Check each line below for the word "Jakes". Then give only how many lines have it.

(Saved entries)
****
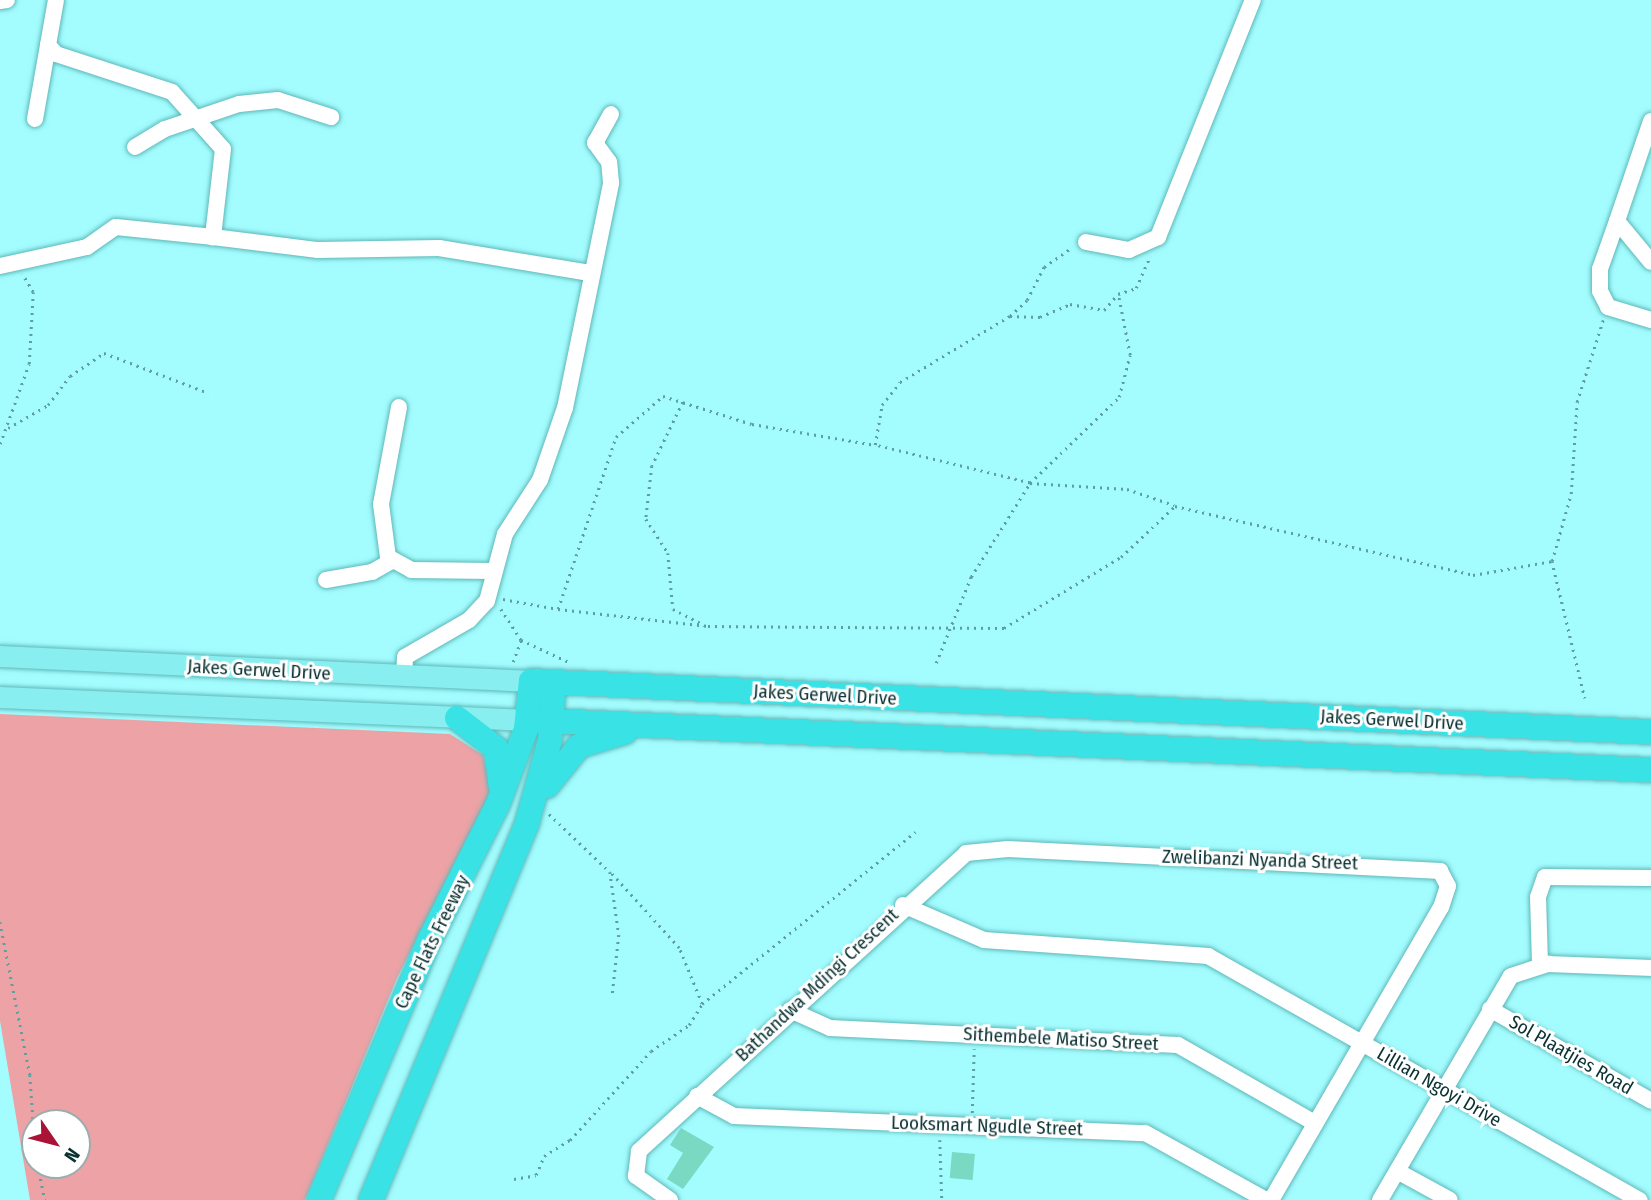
<!DOCTYPE html>
<html>
<head>
<meta charset="utf-8">
<style>
  body { margin:0 }
  #map { position:relative; width:1651px; height:1200px; overflow:hidden; background:#a3fcfe; font-family:"Fira Sans Condensed",sans-serif }
  div>[style] { position:absolute }
  [style*='--x'] { left:calc(var(--x)*1px); top:calc(var(--y)*1px); width:calc(var(--w)*1px); rotate:calc(var(--a)*1deg) }
  .green>* { inset:0; background:#eda2a5 }
  .building>* { inset:0; background:#79d9c3; transform-origin:0 0 }
  .path>* { height:2.5px; margin-top:-1.25px; transform-origin:0; background:repeating-linear-gradient(90deg,#5d9fa0 0 2px,transparent 0 7px) }
  .roads { filter:drop-shadow(0 0 2px #5eb8b9) drop-shadow(0 0 2px #5eb8b9) }
  .minor>* { height:16px; margin:-8px; padding:0 8px; transform-origin:8px; border-radius:8px; background:#fff }
  .major>* { height:21px; margin:-10.5px; padding:0 10.5px; transform-origin:10.5px; border-radius:10.5px; background:#88eeef }
  .highway>* { height:24px; margin:-12px; padding:0 12px; transform-origin:12px; border-radius:12px; background:#39e2e5 }
  span { translate:-50% -50%; white-space:nowrap; text-align:center; line-height:1.15; -webkit-text-stroke:6px #fff; paint-order:stroke }
  .street-label { font-size:19px; color:#0b3233 }
  .north { position:absolute; left:21px; top:1109px; width:70px; height:70px; box-sizing:border-box; background:#fff; border:2px solid #9dadad; border-radius:50%; rotate:125deg; font-size:19px; font-weight:700; line-height:28px; text-align:center; color:#0b3233 }
  .north::after { content:''; display:block; margin:auto; width:24px; height:32px; background:#aa1336; clip-path:polygon(50% 0,100% 100%,50% 72%,0 100%) }
</style>
</head>
<body>
<div id="map">
  <div class="green">
    <i style="clip-path:polygon(evenodd,0 714px,450px 734px,483px 755px,492px 790px,397px 978px,305px 1200px,30px 1200px,0 1021px,0 714px,35px 1123px,77px 1123px,77px 1165px,35px 1165px,35px 1123px)"></i>
  </div>
  <div class="building">
    <i style="clip-path:polygon(681px 1128px,714px 1147px,683px 1189px,667px 1179px,683px 1153px,670px 1145px)"></i>
    <i style="left:952px;top:1152px;width:23px;height:26px;rotate:5deg"></i>
  </div>
  <div class="path">
    <i style="--x:1010;--y:316;--w:30;--a:2"></i>
    <i style="--x:1040;--y:317;--w:33;--a:-23"></i>
    <i style="--x:1070;--y:304;--w:35;--a:10"></i>
    <i style="--x:1104;--y:310;--w:21;--a:-49"></i>
    <i style="--x:683;--y:402;--w:71;--a:115.8"></i>
    <i style="--x:652;--y:466;--w:53;--a:96.5"></i>
    <i style="--x:646;--y:519;--w:40;--a:57.1"></i>
    <i style="--x:668;--y:553;--w:56;--a:84.9"></i>
    <i style="--x:673;--y:609;--w:36;--a:27"></i>
    <i style="--x:8;--y:428;--w:46;--a:-29.9"></i>
    <i style="--x:48;--y:405;--w:36;--a:-53"></i>
    <i style="--x:70;--y:376;--w:41;--a:-34.1"></i>
    <i style="--x:104;--y:353;--w:112;--a:20.9"></i>
    <i style="--x:0;--y:444;--w:85;--a:-70.1"></i>
    <i style="--x:29;--y:364;--w:72;--a:-86.8"></i>
    <i style="--x:33;--y:292;--w:21;--a:-121"></i>
    <i style="--x:1030;--y:483;--w:124;--a:-44"></i>
    <i style="--x:1119;--y:397;--w:43;--a:-75.3"></i>
    <i style="--x:1130;--y:355;--w:62;--a:-101.1"></i>
    <i style="--x:1118;--y:294;--w:19;--a:-18"></i>
    <i style="--x:1136;--y:288;--w:35;--a:-66"></i>
    <i style="--x:1030;--y:483;--w:97;--a:3.5"></i>
    <i style="--x:1127;--y:489;--w:50;--a:18.8"></i>
    <i style="--x:1552;--y:561;--w:70;--a:-74.2"></i>
    <i style="--x:1571;--y:494;--w:92;--a:-86.3"></i>
    <i style="--x:1577;--y:402;--w:86;--a:-72.4"></i>
    <i style="--x:503;--y:599;--w:56;--a:10.3"></i>
    <i style="--x:558;--y:609;--w:182;--a:-71.4"></i>
    <i style="--x:616;--y:437;--w:62;--a:-41.1"></i>
    <i style="--x:663;--y:396;--w:93;--a:17.5"></i>
    <i style="--x:752;--y:424;--w:125;--a:9.7"></i>
    <i style="--x:501;--y:609;--w:37;--a:57"></i>
    <i style="--x:521;--y:640;--w:53;--a:24.6"></i>
    <i style="--x:558;--y:609;--w:151;--a:6.5"></i>
    <i style="--x:708;--y:626;--w:296;--a:0.4"></i>
    <i style="--x:1004;--y:628;--w:137;--a:-31.3"></i>
    <i style="--x:1121;--y:557;--w:74;--a:-43.4"></i>
    <i style="--x:1175;--y:506;--w:306;--a:13"></i>
    <i style="--x:1473;--y:575;--w:80;--a:-10"></i>
    <i style="--x:1552;--y:561;--w:141;--a:76.5"></i>
    <i style="--x:513;--y:662;--w:23;--a:-70"></i>
    <i style="--x:936;--y:663;--w:93;--a:-67.9"></i>
    <i style="--x:971;--y:577;--w:111;--a:-57.9"></i>
    <i style="--x:1030;--y:483;--w:160;--a:-166.2"></i>
    <i style="--x:875;--y:445;--w:41;--a:-80.1"></i>
    <i style="--x:882;--y:405;--w:29;--a:-52"></i>
    <i style="--x:900;--y:382;--w:128;--a:-31"></i>
    <i style="--x:1010;--y:316;--w:23;--a:-43"></i>
    <i style="--x:1027;--y:300;--w:37;--a:-63"></i>
    <i style="--x:1044;--y:267;--w:35;--a:-35"></i>
    <i style="--x:549;--y:814;--w:84;--a:43.6"></i>
    <i style="--x:610;--y:872;--w:64;--a:81.9"></i>
    <i style="--x:619;--y:935;--w:63;--a:96.3"></i>
    <i style="--x:0;--y:922;--w:156;--a:78.9"></i>
    <i style="--x:30;--y:1075;--w:70;--a:85.9"></i>
    <i style="--x:702;--y:1004;--w:274;--a:-38.9"></i>
    <i style="--x:972;--y:1113;--w:64;--a:-88.2"></i>
    <i style="--x:940;--y:1140;--w:60;--a:88.1"></i>
    <i style="--x:38;--y:1165;--w:36;--a:79"></i>
    <i style="--x:514;--y:1179;--w:22;--a:-10"></i>
    <i style="--x:536;--y:1175;--w:21;--a:-67"></i>
    <i style="--x:544;--y:1156;--w:31;--a:-32"></i>
    <i style="--x:570;--y:1140;--w:120;--a:-47.7"></i>
    <i style="--x:651;--y:1051;--w:46;--a:-34.4"></i>
    <i style="--x:689;--y:1025;--w:25;--a:-58"></i>
    <i style="--x:702;--y:1004;--w:61;--a:-112.3"></i>
    <i style="--x:679;--y:948;--w:103;--a:-132.2"></i>
  </div>
  <div class="roads">
    <div class="minor">
      <i style="--x:56;--y:0;--w:46;--a:100.1"></i>
      <i style="--x:48;--y:45;--w:12;--a:48"></i>
      <i style="--x:56;--y:54;--w:122;--a:18.1"></i>
      <i style="--x:172;--y:92;--w:76;--a:48.2"></i>
      <i style="--x:223;--y:149;--w:89;--a:96.5"></i>
      <i style="--x:213;--y:237;--w:106;--a:7.1"></i>
      <i style="--x:318;--y:250;--w:121;--a:-0.9"></i>
      <i style="--x:439;--y:248;--w:153;--a:9.4"></i>
      <i style="--x:0;--y:1;--w:7;--a:-8"></i>
      <i style="--x:35;--y:119;--w:75;--a:-80"></i>
      <i style="--x:1651;--y:121;--w:106;--a:108.8"></i>
      <i style="--x:1617;--y:221;--w:53;--a:50.3"></i>
      <i style="--x:135;--y:147;--w:35;--a:-31"></i>
      <i style="--x:165;--y:129;--w:78;--a:-18.7"></i>
      <i style="--x:239;--y:104;--w:39;--a:-6"></i>
      <i style="--x:278;--y:100;--w:56;--a:17.8"></i>
      <i style="--x:1617;--y:221;--w:51;--a:109.5"></i>
      <i style="--x:1600;--y:269;--w:22;--a:90"></i>
      <i style="--x:1600;--y:291;--w:18;--a:63"></i>
      <i style="--x:1608;--y:307;--w:45;--a:16.8"></i>
      <i style="--x:1086;--y:242;--w:44;--a:10.5"></i>
      <i style="--x:1129;--y:250;--w:32;--a:-24"></i>
      <i style="--x:1158;--y:237;--w:255;--a:-68.2"></i>
      <i style="--x:0;--y:266;--w:89;--a:-12.3"></i>
      <i style="--x:87;--y:247;--w:35;--a:-35"></i>
      <i style="--x:116;--y:227;--w:98;--a:5.9"></i>
      <i style="--x:399;--y:407;--w:99;--a:100.5"></i>
      <i style="--x:381;--y:504;--w:53;--a:82.5"></i>
      <i style="--x:388;--y:557;--w:26;--a:29"></i>
      <i style="--x:411;--y:570;--w:82;--a:0.7"></i>
      <i style="--x:326;--y:580;--w:47;--a:-9.9"></i>
      <i style="--x:372;--y:572;--w:23;--a:-29"></i>
      <i style="--x:404;--y:677;--w:20;--a:-87"></i>
      <i style="--x:405;--y:657;--w:74;--a:-30"></i>
      <i style="--x:469;--y:620;--w:26;--a:-47"></i>
      <i style="--x:487;--y:601;--w:69;--a:-75"></i>
      <i style="--x:505;--y:534;--w:64;--a:-57.1"></i>
      <i style="--x:540;--y:480;--w:76;--a:-70.9"></i>
      <i style="--x:565;--y:408;--w:230;--a:-78.4"></i>
      <i style="--x:611;--y:183;--w:21;--a:-95"></i>
      <i style="--x:609;--y:162;--w:24;--a:-126"></i>
      <i style="--x:595;--y:143;--w:33;--a:-61"></i>
      <i style="--x:903;--y:905;--w:88;--a:23.4"></i>
      <i style="--x:984;--y:940;--w:225;--a:4.1"></i>
      <i style="--x:1208;--y:956;--w:496;--a:29.5"></i>
      <i style="--x:1540;--y:964;--w:67;--a:-91.7"></i>
      <i style="--x:1538;--y:897;--w:21;--a:-71"></i>
      <i style="--x:1545;--y:877;--w:106;--a:0.5"></i>
      <i style="--x:1490;--y:1009;--w:185;--a:29.7"></i>
      <i style="--x:790;--y:1010;--w:44;--a:24.2"></i>
      <i style="--x:830;--y:1028;--w:348;--a:2.8"></i>
      <i style="--x:1178;--y:1045;--w:158;--a:29.7"></i>
      <i style="--x:697;--y:1096;--w:42;--a:28.4"></i>
      <i style="--x:734;--y:1116;--w:411;--a:2.4"></i>
      <i style="--x:1145;--y:1133;--w:138;--a:29"></i>
      <i style="--x:1397;--y:1171;--w:60;--a:28.7"></i>
      <i style="--x:670;--y:1200;--w:42;--a:-144.8"></i>
      <i style="--x:636;--y:1176;--w:25;--a:-83"></i>
      <i style="--x:639;--y:1151;--w:442;--a:-42.3"></i>
      <i style="--x:966;--y:853;--w:42;--a:-5.4"></i>
      <i style="--x:1008;--y:849;--w:433;--a:2.9"></i>
      <i style="--x:1440;--y:871;--w:17;--a:62"></i>
      <i style="--x:1448;--y:886;--w:22;--a:108"></i>
      <i style="--x:1441;--y:907;--w:339;--a:120.1"></i>
      <i style="--x:1380;--y:1200;--w:259;--a:-59.7"></i>
      <i style="--x:1511;--y:976;--w:40;--a:-18"></i>
      <i style="--x:1549;--y:964;--w:102;--a:2.2"></i>
    </div>
    <div class="major">
      <i style="--x:0;--y:656;--w:532;--a:2.7"></i>
      <i style="--x:0;--y:697;--w:529;--a:2.49"></i>
    </div>
    <div class="highway">
      <i style="--x:457;--y:718;--w:49;--a:37.6"></i>
      <i style="--x:496;--y:748;--w:38;--a:83"></i>
      <i style="--x:528;--y:720;--w:1124;--a:2.55"></i>
      <i style="--x:547;--y:786;--w:51;--a:-51.3"></i>
      <i style="--x:579;--y:746;--w:48;--a:-16.9"></i>
      <i style="--x:319;--y:1200;--w:284;--a:-67"></i>
      <i style="--x:430;--y:939;--w:151;--a:-63.3"></i>
      <i style="--x:498;--y:804;--w:80;--a:-69.5"></i>
      <i style="--x:526;--y:729;--w:48;--a:-84.1"></i>
      <i style="--x:531;--y:681;--w:1121;--a:2.61"></i>
      <i style="--x:371;--y:1200;--w:408;--a:-67.5"></i>
      <i style="--x:527;--y:823;--w:86;--a:-74.5"></i>
      <i style="--x:550;--y:740;--w:58;--a:-86.1"></i>
    </div>
  </div>
  <div class="street-label">
    <span style="left:259px;top:670px;rotate:3deg">Jakes Gerwel Drive</span>
    <span style="left:825px;top:695px;rotate:3deg">Jakes Gerwel Drive</span>
    <span style="left:1392px;top:720px;rotate:3deg">Jakes Gerwel Drive</span>
    <span style="left:1260px;top:860px;rotate:2deg">Zwelibanzi Nyanda Street</span>
    <span style="left:432px;top:942px;rotate:-64deg">Cape Flats Freeway</span>
    <span style="left:817px;top:985px;rotate:-43deg">Bathandwa Mdingi Crescent</span>
    <span style="left:1061px;top:1039px;rotate:3deg">Sithembele Matiso Street</span>
    <span style="left:1571px;top:1055px;rotate:30deg">Sol Plaatjies Road</span>
    <span style="left:1439px;top:1087px;rotate:30deg">Lillian Ngoyi Drive</span>
    <span style="left:987px;top:1126px;rotate:2deg">Looksmart Ngudle Street</span>
  </div>
  <div class="north">N</div>
</div>
</body>
</html>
****
● **ANSWER AREA**
3